Четвертым условием правильной постановки проблемы является наличность волевого отношения к мировому процессу в вопрошающей и решающей душе. Практическая природа вопроса предполагает не только наличность живой любви, но и способность к волевому действию, и притом к волевому действию не только в пределах собственной личности, но и за ее пределами – в отношении к другим людям, к их злой деятельности и к тому мировому процессу, в который они органически включены[11]. Этот процесс, при любящем и волевом восприятии его, предстает в образе великой, развивающейся борьбы, в которой живой и здоровый дух не может не участвовать на стороне добра: он не может не любить, не решать и не напрягаться, содействуя одному и препятствуя другому. И вот, если не стоит спрашивать о том, что делать безразличному, то совсем уже нелепо ставить вопрос о том, что делать человеку, органически безвольному (если бы такой был возможен) или обрекающему себя на искусственное безволие. Человек, сознательно извлекающий свою волю из участия во внешнем для него мире или удерживающий ее от воздействия на душевно-духовную жизнь и душевно-телесную деятельность других людей, не имеет ни основания, ни права ставить и разрешать проблему о сопротивлении злу посредством внешнего понуждения. Ибо он с самого начала угашает или отводит в себе ту душевную способность (волю) и духовную направленность (на чужое воление), которые только и могут осмыслить эту проблему. Ему и не стоит ставить ее, потому что она для него не существует; ему не стоит и решать ее, потому что она предрешена для него в отрицательном смысле. И все, что он может высказать верного по ее поводу, это открытое признание своей некомпетентности и принципиальное решение воздерживаться от участия в ее обсуждении.

 

Наконец, в-пятых, проблема сопротивления злу посредством внешнего понуждения действительно возникает и верно ставится только при условии, если внутреннее самозаставление и психическое понуждение оказываются бессильными удержать человека от злодеяния. Физическое воздействие должно испытываться как необходимое, т. е. как практически единственно действительное средство при данном стечении обстоятельств; вне этого не имеет смысла ставить проблему. Сама сущность ее в том, что человеку практически даются всего две возможности, всего два исхода: или потакающее бездействие, или физическое сопротивление. В первом случае он, видя, что психическое понуждение недействительно и что злодейство все равно состоится, или прекращает борьбу совсем и отходит в сторону («моя хата с краю»), или продолжает применять это средство, заведомо для него обреченное на неудачу. Во втором случае он выходит за пределы психического понуждения и направляет или ограничивает злодейскую волю посредством телесного воздействия. Понятно, что тот, кто выдвигает третий исход и допускает или обнаруживает для данного случая действительность самозаставления и психического понуждения, тот не разрешает проблему, а угашает ее; он доказывает не духовную запретность практически необходимого пресечения, а его практическую ненужность и этим снимает проблему, обходя ее и не исследуя.

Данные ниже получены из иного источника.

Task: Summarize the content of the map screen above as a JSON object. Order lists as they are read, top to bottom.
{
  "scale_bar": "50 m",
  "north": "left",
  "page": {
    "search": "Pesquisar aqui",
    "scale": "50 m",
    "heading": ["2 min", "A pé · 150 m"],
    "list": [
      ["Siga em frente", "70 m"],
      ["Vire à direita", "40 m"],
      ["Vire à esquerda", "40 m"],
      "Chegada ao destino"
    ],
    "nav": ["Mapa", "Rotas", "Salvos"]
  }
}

Таковы основные условия правильной постановки этой проблемы: подлинная данность подлинного зла, наличность его верного восприятия, сила любви в вопрошающей душе, сила воли в исследующей и отвечающей душе и, наконец, практическая необходимость пресечения. Проблема может считаться поставленной только тогда, если ставящий признает, что все эти условия даны, и если он в процессе исследования утверждает их силой своего внимания, не теряет их нечаянно и не угашает их сознательным отвержением или перетолковыванием. Отсутствие хотя бы одного из этих условий делает вопрос неверным, а ответ мнимым.

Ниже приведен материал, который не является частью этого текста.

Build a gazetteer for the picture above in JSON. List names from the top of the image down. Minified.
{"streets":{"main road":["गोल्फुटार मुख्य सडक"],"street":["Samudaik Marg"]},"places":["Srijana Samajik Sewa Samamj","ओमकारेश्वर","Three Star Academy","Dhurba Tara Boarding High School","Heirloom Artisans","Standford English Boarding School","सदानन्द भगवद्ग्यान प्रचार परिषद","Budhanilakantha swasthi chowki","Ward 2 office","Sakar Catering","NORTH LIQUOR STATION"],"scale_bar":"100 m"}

«Следует ли мне бороться со злом посредством физического сопротивления, если зла нет, а то, что кажется злом, есть страдание, восходящее к подвижничеству?» Ответ может быть только один: нет, конечно, не следует. Но чего же стоит этот мнимый ответ на вопрос, который сам себя упраздняет?..

«Следует ли мне бороться со злом посредством физического сопротивления, если я не вижу зла и не знаю, в чем именно оно состоит, и бывает ли оно вообще, и если бывает, то есть ли оно сейчас и где именно?» Ответ может быть только один: пока не видишь и не находишь – не следует. Но какую же цену имеет такой успокаивающий ответ на вопрос наивного или духовно слепого ребенка?..

«Следует ли мне бороться со злом посредством физического сопротивления, если действие зла ничему не вредит[12] или вредит только неценному, нелюбимому, такому, что на самом деле не заслуживает ни обороны, ни поддержки и к чему следует относиться безразлично?» Ответ не вызывает сомнений: нет, не следует. Но какое же значение может иметь этот расчетливо-верный ответ на испуганно-отрекающийся вопрос?..

«Следует ли мне бороться со злом посредством физического сопротивления, если воля моя мертва для всего внешнего и права в этой своей мертвости, если она не имеет никаких целей и заданий вне меня самого и моей души и не призвана ни к чему внешнему?» Ответ ясен: нет, не следует. Но что же может дать живому духу такой дедуктивный ответ, навязанный формулою самоубивающегося вопроса?..

«Следует ли мне бороться со злом посредством физического сопротивления, если столь же действительны или еще гораздо более действительны ласка, уговоры, доказательства или обращение к стыду и совести?» Ответ несомнителен: конечно, не следует. Но кого же успокоит этот самоочевидный ответ, игнорирующий трагическую глубину умолчанной дилеммы?..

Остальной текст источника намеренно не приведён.